Comme le chevreuil est dans un taillis relativement dense et qu’il va ensuite rentrer dans une partie de futaie totalement claire, je tente le tout pour le tout et je me lève doucement (cela me donnera plus d’angle pour tirer presque derrière moi) tout en armant mon arc. Et là, miracle ! Le chevreuil ne part pas. Il avance encore de quelques mètres mais sa trajectoire va en effet le faire passer derrière moi. Il s’arrête de profil entre deux petits arbustes qui le cachent partiellement. Il est loin et la fenêtre de tir est minuscule. J’ai très peu d’angle et mon bras d’arc est presque bloqué par le tronc du chêne de mon treestand mais c’est maintenant… Ou bien je risque de le voir s’éloigner derrière moi et de ne plus pouvoir le tirer (comme toujours c’est à posteriori que l’on peut décomposer cet enchainement qui mène à la décision de tir car dans l’action tout s’entrechoque et seuls les automatismes fonctionnent).
Je le décoche donc dans cette minuscule fenêtre de tir sans véritablement pouvoir « pick the spot » tant il est loin, et là, bonheur suprême, je vois l’encoche lumineuse le traverser et surtout j’entends le « tchac » caractéristique de l’atteinte. Il démarre au galop sur 15 mètres vers mon tree stand, le dos arqué, puis s’arrête et tend vers l’arrière sa patte arrière droite, comme s’il voulait s’étirer. Il refait quelques pas, tourne sur lui-même et s’effondre. Il meurt à vingt mètres de moi, à vue, en moins de 2 minutes.

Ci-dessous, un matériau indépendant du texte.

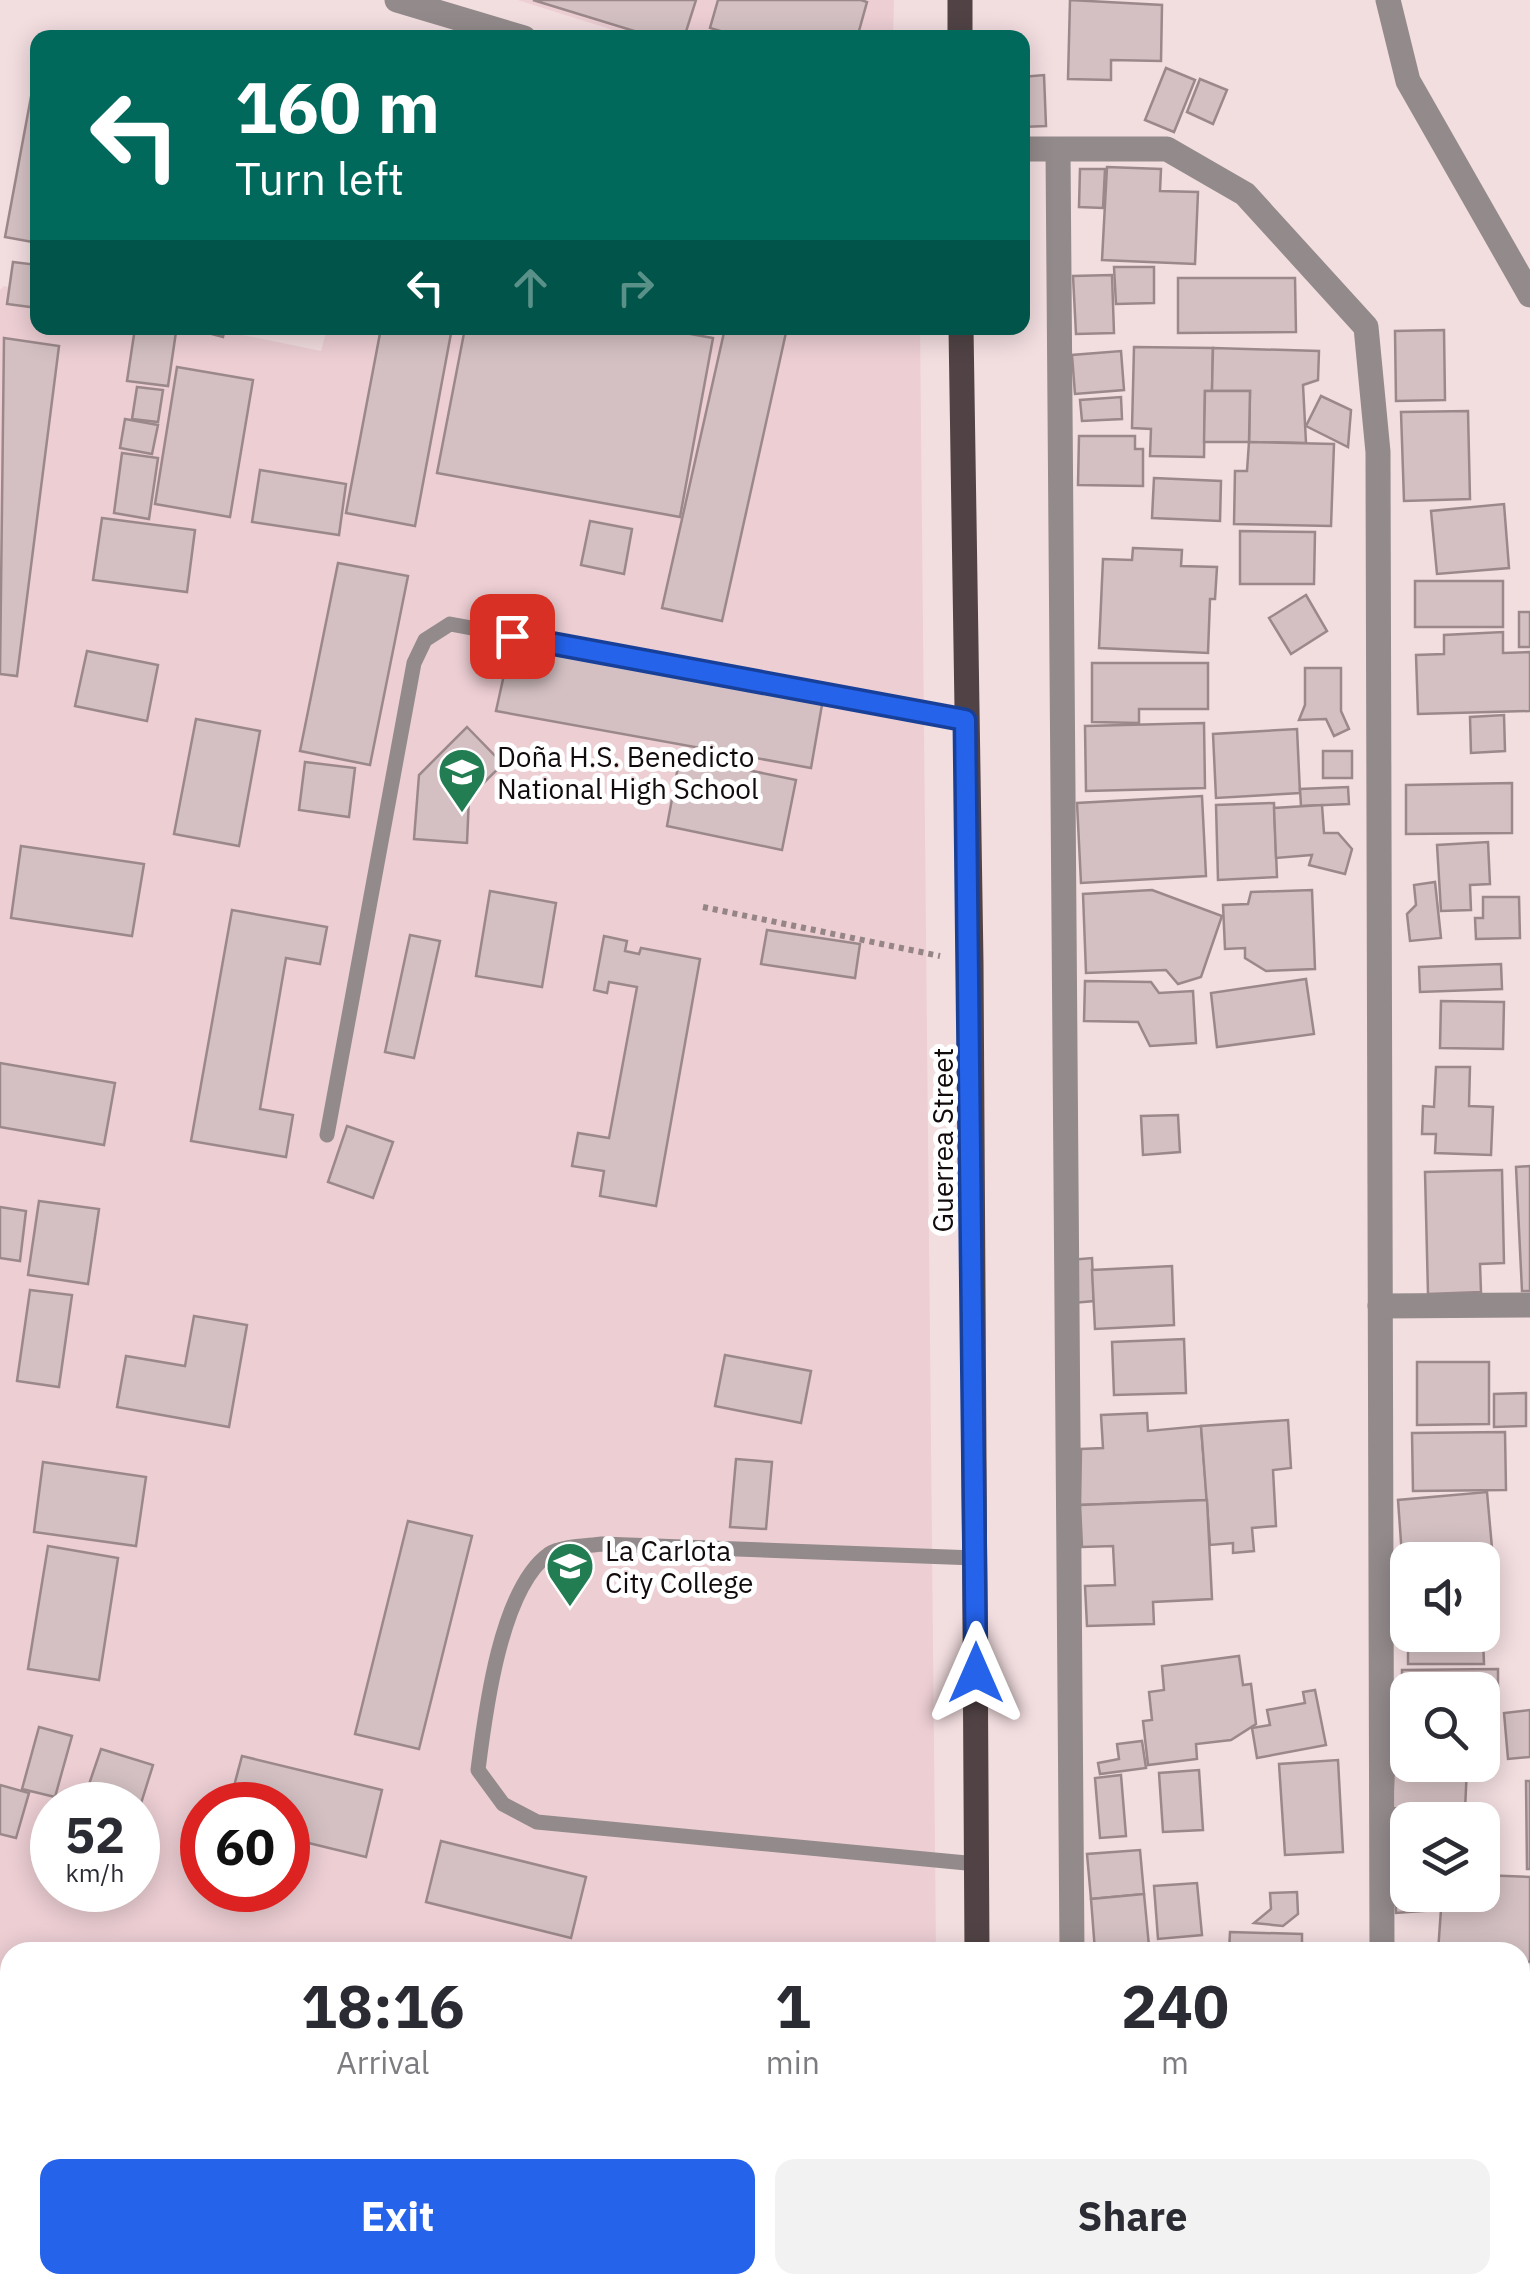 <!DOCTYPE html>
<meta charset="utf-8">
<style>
:root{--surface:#fff;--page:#f2f2f3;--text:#2b2b33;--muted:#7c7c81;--accent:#2563eb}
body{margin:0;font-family:"IBM Plex Sans",sans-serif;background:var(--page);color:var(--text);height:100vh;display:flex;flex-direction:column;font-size:38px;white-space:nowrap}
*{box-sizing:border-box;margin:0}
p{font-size:32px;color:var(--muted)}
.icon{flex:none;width:55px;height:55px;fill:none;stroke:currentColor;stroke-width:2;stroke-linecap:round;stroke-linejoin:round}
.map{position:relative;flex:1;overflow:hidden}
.panel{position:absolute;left:0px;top:1942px;width:1530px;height:352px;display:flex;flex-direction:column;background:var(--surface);border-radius:30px 30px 0 0;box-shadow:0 5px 25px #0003}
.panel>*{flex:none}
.top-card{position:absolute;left:30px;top:30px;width:1000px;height:305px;border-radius:20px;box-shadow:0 5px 25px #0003;background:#00695c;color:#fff;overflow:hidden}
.controls{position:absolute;left:1390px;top:1542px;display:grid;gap:20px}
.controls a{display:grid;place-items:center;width:110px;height:110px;border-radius:20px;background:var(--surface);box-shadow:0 5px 25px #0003;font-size:50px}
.speed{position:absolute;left:30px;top:1782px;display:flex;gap:20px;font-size:50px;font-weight:700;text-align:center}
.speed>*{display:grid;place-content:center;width:130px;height:130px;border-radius:50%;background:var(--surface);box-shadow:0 5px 25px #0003;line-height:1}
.speed small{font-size:25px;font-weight:400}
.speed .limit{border:15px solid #d22;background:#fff;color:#111}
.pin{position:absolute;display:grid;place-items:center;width:85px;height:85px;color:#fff;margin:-42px;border-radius:20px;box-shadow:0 5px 15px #0006}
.me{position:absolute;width:110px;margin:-55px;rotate:0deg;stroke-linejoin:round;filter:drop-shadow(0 0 8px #0008)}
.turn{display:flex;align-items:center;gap:35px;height:210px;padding:0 40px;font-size:45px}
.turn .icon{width:130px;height:130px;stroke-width:2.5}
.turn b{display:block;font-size:70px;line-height:85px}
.lanes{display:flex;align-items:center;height:95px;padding:0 40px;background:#0003;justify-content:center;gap:50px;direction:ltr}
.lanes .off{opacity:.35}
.eta{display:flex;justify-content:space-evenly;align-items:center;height:170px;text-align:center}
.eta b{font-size:60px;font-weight:700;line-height:70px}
.primary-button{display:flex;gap:20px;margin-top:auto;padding:20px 40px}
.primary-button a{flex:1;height:115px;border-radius:20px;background:var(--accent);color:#fff;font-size:40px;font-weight:700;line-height:115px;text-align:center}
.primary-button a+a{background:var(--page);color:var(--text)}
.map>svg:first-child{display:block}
</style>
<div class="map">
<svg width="1530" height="2294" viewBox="0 0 1530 2294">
<rect width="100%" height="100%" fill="#f2dddf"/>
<g fill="#ecced3" fill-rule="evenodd">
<polygon points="518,0 894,0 893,37 635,37"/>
<path d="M4,286L37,294L38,328H209L321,351L327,328H920L936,1952H10V2285H915L933,2287V2294H0V290ZM52,1805H138V1890H52ZM202,1805H288V1890H202Z"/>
</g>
<g fill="#d4c0c3" stroke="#9b888b" stroke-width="2.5">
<polygon points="533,0 696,0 684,38 657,38"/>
<polygon points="718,0 861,0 867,2 857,38 744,38 710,28"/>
<polygon points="1070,0 1162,5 1161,61 1111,60 1111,80 1068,79"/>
<polygon points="38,59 38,243 5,237"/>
<polygon points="1166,68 1195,80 1174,132 1145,120"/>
<polygon points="1044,75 1046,126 1022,127 1022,77"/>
<polygon points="1200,79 1227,90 1213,124 1187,112"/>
<polygon points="1107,167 1161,169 1160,191 1198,192 1195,264 1102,260"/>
<polygon points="1080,169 1105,169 1103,208 1079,207"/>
<polygon points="13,262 38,265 38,308 7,304"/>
<polygon points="1114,267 1154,267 1154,303 1116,304"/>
<polygon points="1112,275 1114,333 1076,334 1073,276"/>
<polygon points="1178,278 1295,278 1296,332 1178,333"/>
<polygon points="135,328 176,332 168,386 127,381"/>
<polygon points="189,328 225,328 223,337"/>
<polygon points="381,328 452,328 415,526 346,513"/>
<polygon points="465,328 657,328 713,338 680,517 437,473"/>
<polygon points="725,328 787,328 722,621 662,608"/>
<polygon points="1444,330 1445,400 1396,401 1395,331"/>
<polygon points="4,338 59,346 17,676 0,674"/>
<polygon points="1134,347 1213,348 1212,391 1205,391 1204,457 1150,456 1151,429 1132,428"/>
<polygon points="1213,348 1319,351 1318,380 1303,385 1306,443 1249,442 1250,391 1212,391"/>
<polygon points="1121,351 1124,390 1075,394 1072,355"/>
<polygon points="177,367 253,380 230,517 155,504"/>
<polygon points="137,387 163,390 158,422 132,419"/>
<polygon points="1205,391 1250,391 1249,442 1204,442"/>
<polygon points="1321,396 1351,410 1348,447 1306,426"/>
<polygon points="1121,397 1122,419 1082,421 1080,400"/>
<polygon points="1468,411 1470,499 1404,501 1401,412"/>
<polygon points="125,419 158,425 152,454 120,448"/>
<polygon points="1079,436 1135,436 1135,449 1143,449 1143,486 1078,485"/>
<polygon points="1249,442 1334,444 1331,526 1234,524 1235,471 1247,471"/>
<polygon points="122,453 158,458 149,519 114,513"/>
<polygon points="260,470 346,484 339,535 252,522"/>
<polygon points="1154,478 1221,481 1220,521 1152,518"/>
<polygon points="1504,504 1509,568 1437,574 1431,511"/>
<polygon points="102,518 195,530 187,592 93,580"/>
<polygon points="590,521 632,529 624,574 581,565"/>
<polygon points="1240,531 1315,532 1314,584 1240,584"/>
<polygon points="1133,548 1182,550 1181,566 1217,567 1215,599 1210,599 1208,653 1099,648 1103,559 1132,560"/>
<polygon points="338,563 408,576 370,765 300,751"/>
<rect x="1415" y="581" width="88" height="46"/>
<polygon points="1306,595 1327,631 1291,654 1269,618"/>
<rect x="1519" y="612" width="11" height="35"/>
<polygon points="1503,632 1503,653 1530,652 1530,711 1418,714 1416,655 1444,654 1444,635"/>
<polygon points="511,643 823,699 811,768 496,711"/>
<polygon points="87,651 158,665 147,721 75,706"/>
<polygon points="1092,663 1208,663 1208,709 1139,709 1139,723 1092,722"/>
<polygon points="1305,668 1341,668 1341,711 1349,729 1334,736 1326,719 1299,720 1305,705"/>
<polygon points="1504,715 1505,751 1471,753 1470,717"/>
<polygon points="196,719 260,731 239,846 174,834"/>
<polygon points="1204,723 1205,788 1086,791 1085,726"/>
<polygon points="467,727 503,764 469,797 467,843 414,839 419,775"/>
<polygon points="1297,729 1300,793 1216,798 1213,734"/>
<rect x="1323" y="751" width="29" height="27"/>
<polygon points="680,756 796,780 782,850 667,826"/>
<polygon points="305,762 355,768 349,817 299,810"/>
<polygon points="1512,783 1512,833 1406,834 1406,785"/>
<polygon points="1348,787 1349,804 1301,806 1300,789"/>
<polygon points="1202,796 1206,876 1081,883 1077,803"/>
<polygon points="1274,803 1277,877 1218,880 1216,805"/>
<polygon points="1322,805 1324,833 1338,833 1352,849 1345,874 1309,865 1312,855 1276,858 1274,808"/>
<polygon points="1488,842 1490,884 1470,885 1471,910 1441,911 1437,845"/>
<polygon points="21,846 144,864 132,936 11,918"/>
<polygon points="1435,882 1441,938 1410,941 1407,914 1416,905 1414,885"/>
<polygon points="1152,890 1222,916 1201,977 1178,984 1166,970 1086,973 1083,894"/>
<polygon points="1312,890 1315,969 1266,971 1245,958 1245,948 1225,949 1223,905 1248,904 1251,892"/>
<polygon points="490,891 556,903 542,987 476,976"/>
<polygon points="1483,897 1519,897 1520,938 1476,939 1475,918 1483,918"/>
<polygon points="232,910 327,927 320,964 286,958 260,1109 293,1115 286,1157 191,1141"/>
<polygon points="767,930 860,944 855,978 761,964"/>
<polygon points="410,935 440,941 414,1058 385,1052"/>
<polygon points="604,936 627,941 625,951 639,954 641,948 700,959 656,1206 600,1196 604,1171 572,1166 578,1133 609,1138 637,987 609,982 607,993 594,990"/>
<polygon points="1501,964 1502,989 1420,992 1419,967"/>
<polygon points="1306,979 1314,1034 1217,1047 1211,993"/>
<polygon points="1085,981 1151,982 1159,993 1193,991 1196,1043 1150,1046 1138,1022 1084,1021"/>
<polygon points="1441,1001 1504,1002 1503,1049 1440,1048"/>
<polygon points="0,1063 115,1083 104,1145 0,1127"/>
<polygon points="1436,1067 1470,1067 1469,1106 1493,1107 1491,1155 1435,1153 1436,1134 1422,1134 1423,1106 1434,1107"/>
<polygon points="1178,1115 1180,1152 1143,1155 1141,1116"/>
<polygon points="347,1126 393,1142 373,1198 328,1182"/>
<polygon points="1530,1166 1530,1291 1522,1291 1516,1167"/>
<polygon points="1502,1170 1504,1263 1480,1264 1481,1292 1428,1294 1425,1172"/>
<polygon points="39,1201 99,1209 88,1284 28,1275"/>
<polygon points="0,1207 26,1211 20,1261 0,1258"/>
<polygon points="1092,1258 1094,1301 1073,1303 1070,1260"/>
<polygon points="1172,1266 1174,1325 1095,1329 1092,1270"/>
<polygon points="30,1290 72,1295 59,1387 17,1381"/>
<polygon points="194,1316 247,1325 229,1427 117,1407 126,1356 185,1366"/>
<polygon points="1184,1339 1186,1393 1114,1395 1112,1342"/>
<polygon points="725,1355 811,1371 801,1423 715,1406"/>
<polygon points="1417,1362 1489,1362 1489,1424 1417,1425"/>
<polygon points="1526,1393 1526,1426 1494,1427 1494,1394"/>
<polygon points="1147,1413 1148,1431 1201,1426 1207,1500 1080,1505 1081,1449 1103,1448 1101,1415"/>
<polygon points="1288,1420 1291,1468 1273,1470 1276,1526 1252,1528 1254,1551 1233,1553 1233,1543 1210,1545 1201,1426"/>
<polygon points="1505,1432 1506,1490 1413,1491 1412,1433"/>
<polygon points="736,1459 772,1462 766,1529 730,1527"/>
<polygon points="43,1462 146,1477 136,1546 34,1532"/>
<polygon points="1487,1492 1492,1548 1402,1556 1398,1500"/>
<polygon points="1207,1500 1212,1599 1153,1602 1154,1624 1087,1626 1085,1586 1115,1585 1113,1546 1082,1547 1080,1505"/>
<polygon points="408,1521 472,1536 419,1749 355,1734"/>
<polygon points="48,1546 118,1558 99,1680 28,1669"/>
<polygon points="1482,1612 1484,1664 1408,1664 1408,1635 1482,1635"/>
<polygon points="1239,1656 1243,1685 1251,1684 1256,1724 1231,1740 1196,1744 1197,1759 1148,1765 1143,1721 1152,1720 1149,1692 1164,1690 1162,1666"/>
<polygon points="1498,1669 1498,1736 1482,1736 1482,1690 1408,1690 1408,1737 1402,1738 1402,1670"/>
<polygon points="1315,1690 1326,1745 1257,1758 1252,1728 1270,1725 1267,1710 1305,1703 1303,1692"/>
<polygon points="1530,1710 1530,1757 1508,1759 1504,1713"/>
<polygon points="39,1727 72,1736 55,1797 22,1789"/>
<polygon points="1142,1741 1146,1768 1100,1774 1098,1763 1119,1759 1117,1744"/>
<polygon points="101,1749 153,1765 138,1813 138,1805 82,1805"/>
<polygon points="242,1756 382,1790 366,1857 288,1838 288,1805 229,1805"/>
<polygon points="1338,1760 1343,1852 1285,1855 1279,1764"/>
<polygon points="1394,1765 1467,1767 1465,1810 1392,1808"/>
<polygon points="1199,1770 1203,1830 1163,1832 1159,1773"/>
<polygon points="1121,1775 1126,1836 1100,1838 1095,1778"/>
<polygon points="1526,1781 1530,1781 1530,1869 1527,1869"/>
<polygon points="0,1785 29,1793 16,1838 0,1834"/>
<polygon points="1389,1810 1463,1812 1462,1820 1408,1820 1408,1861 1400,1861 1401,1840 1388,1835"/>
<polygon points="441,1841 586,1877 571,1938 426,1902"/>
<polygon points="1140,1850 1144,1894 1091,1899 1087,1854"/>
<polygon points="1408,1875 1408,1895 1434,1895 1435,1910 1396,1913 1394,1876"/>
<polygon points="1482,1875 1530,1877 1530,1962 1520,1961 1520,1952 1438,1952 1442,1895 1482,1895"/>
<polygon points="1197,1883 1202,1935 1158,1939 1154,1886"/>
<polygon points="1297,1892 1298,1914 1283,1926 1254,1923 1271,1909 1270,1893"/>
<polygon points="1144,1894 1149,1946 1095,1951 1091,1899"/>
<polygon points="1230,1932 1302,1934 1302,1952 1229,1952"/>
<rect x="1520" y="2155" width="10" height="82"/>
<polygon points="145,2285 520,2285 543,2294 141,2294"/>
</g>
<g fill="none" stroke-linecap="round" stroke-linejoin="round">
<polyline stroke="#958587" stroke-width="6" stroke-dasharray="5 5" stroke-linecap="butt" points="703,907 940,956"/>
<g stroke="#938a8b" stroke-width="15">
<polyline points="327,1135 414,663 425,640 450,624 965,720"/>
<path d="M975,1558L602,1544C588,1546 561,1546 549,1554C500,1589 485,1714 478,1770L503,1804L537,1822L977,1864"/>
</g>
<g stroke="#938a8b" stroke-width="25">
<polyline points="397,0 524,38"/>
<polyline points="1388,0 1408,81 1530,295"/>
<polyline points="1022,149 1167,149 1245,194 1366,327 1378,452 1382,1952"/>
<polyline points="1058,150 1072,1952"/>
<polyline points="1380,1306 1530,1305"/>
<polyline points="1075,2285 1075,2294"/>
<polyline points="1383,2285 1383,2294"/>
</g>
<g stroke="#514345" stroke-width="25">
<polyline points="960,38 960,0"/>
<polyline points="961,328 971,963 977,1952"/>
<polyline points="979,2285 979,2294"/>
</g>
</g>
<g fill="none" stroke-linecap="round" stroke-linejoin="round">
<g stroke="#184099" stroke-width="25">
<polyline id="route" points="512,636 965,720 976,1673"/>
</g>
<use href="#route" stroke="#2563eb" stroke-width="18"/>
</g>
<defs>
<g id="school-pin" transform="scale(2.5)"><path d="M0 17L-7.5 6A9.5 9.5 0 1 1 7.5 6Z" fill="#227d52" stroke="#fff"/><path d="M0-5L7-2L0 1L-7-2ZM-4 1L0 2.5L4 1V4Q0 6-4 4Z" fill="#fff"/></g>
<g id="university-pin" transform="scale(2.5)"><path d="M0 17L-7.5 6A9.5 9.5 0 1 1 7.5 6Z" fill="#227d52" stroke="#fff"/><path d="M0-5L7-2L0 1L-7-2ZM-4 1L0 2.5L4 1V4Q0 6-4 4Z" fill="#fff"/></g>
</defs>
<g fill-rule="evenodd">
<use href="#school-pin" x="462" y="772"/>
<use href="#university-pin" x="570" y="1566"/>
</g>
<g text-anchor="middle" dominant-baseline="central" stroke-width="10" stroke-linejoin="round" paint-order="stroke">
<g font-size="28" fill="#120b0c" stroke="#fff" text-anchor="start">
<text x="497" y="756">Doña H.S. Benedicto<tspan x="497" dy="32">National High School</tspan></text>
<text x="605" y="1550">La Carlota<tspan x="605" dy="32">City College</tspan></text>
</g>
<g font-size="28" fill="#120b0c" stroke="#fff">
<text transform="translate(942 1140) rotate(-90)">Guerrea Street</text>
</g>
</g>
</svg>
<div class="controls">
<a><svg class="icon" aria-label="sound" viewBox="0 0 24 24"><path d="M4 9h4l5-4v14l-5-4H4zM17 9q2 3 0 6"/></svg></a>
<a><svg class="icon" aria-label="search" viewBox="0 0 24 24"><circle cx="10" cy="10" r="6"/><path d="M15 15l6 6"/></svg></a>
<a><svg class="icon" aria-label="layers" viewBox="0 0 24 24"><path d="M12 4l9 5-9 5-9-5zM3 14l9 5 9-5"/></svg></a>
</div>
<div class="speed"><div>52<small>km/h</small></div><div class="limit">60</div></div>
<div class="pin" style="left:512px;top:636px;background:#d93025"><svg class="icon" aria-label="arrive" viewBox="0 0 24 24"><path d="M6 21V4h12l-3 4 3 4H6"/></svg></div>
<svg class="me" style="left:976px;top:1673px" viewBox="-20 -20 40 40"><path d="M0-17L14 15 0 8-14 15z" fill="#2563eb" stroke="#fff" stroke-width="4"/></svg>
<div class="top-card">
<div class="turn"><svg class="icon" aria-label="left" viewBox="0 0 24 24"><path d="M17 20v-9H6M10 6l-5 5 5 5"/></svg><div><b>160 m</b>Turn left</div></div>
<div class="lanes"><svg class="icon" aria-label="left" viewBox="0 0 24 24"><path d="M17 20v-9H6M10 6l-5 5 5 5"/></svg><svg class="icon off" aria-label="ahead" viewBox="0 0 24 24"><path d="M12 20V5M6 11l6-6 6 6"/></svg><svg class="icon off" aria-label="right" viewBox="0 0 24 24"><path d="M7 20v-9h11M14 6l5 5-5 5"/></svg></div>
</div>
<section class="panel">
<div class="eta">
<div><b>18:16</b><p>Arrival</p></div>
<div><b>1</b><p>min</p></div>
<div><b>240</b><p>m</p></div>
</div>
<div class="primary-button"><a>Exit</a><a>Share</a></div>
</section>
</div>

J’ai tiré ce brocard à 27 mètres (pris au télémètre). Je n’ai donc pas fait honneur à la devise des chasseurs à l’arc « toujours plus près » mais parfois, on fait ce qu’on peut. Il est mort à 25 mètres de l’Anschuss en moins de 2 minutes. Le plus surprenant est que mon atteinte n’était pas bonne : dans l’abdomen très en arrière presque à la limite du cuisseau mais juste sous la colonne vertébrale. Je pense que ce qui a provoqué une mort si rapide malgré cette mauvaise atteinte, c’est la largeur incroyable de la blessure provoquée par la lame articulée Rage Xtrème (presque 10 cm). J’avais déjà constaté cela l’année dernière mais sur une atteinte aux poumons. Ces lames sont vraiment létales.
Voilà donc un chevreuil rattrapé « sur le fil », après trois occasions manquées, suite pour au moins deux d’entre elles à des erreurs grossières. C’est un peu un tir de raccroc, mais ça sauve ma saison d’été à l’arc et ça fait quand même très plaisir. En plus, cerise sur le gâteau, c’est une belle tête bizarde. La chasse à l’arc, c’est et ça reste passionnant quoi qu’il arrive.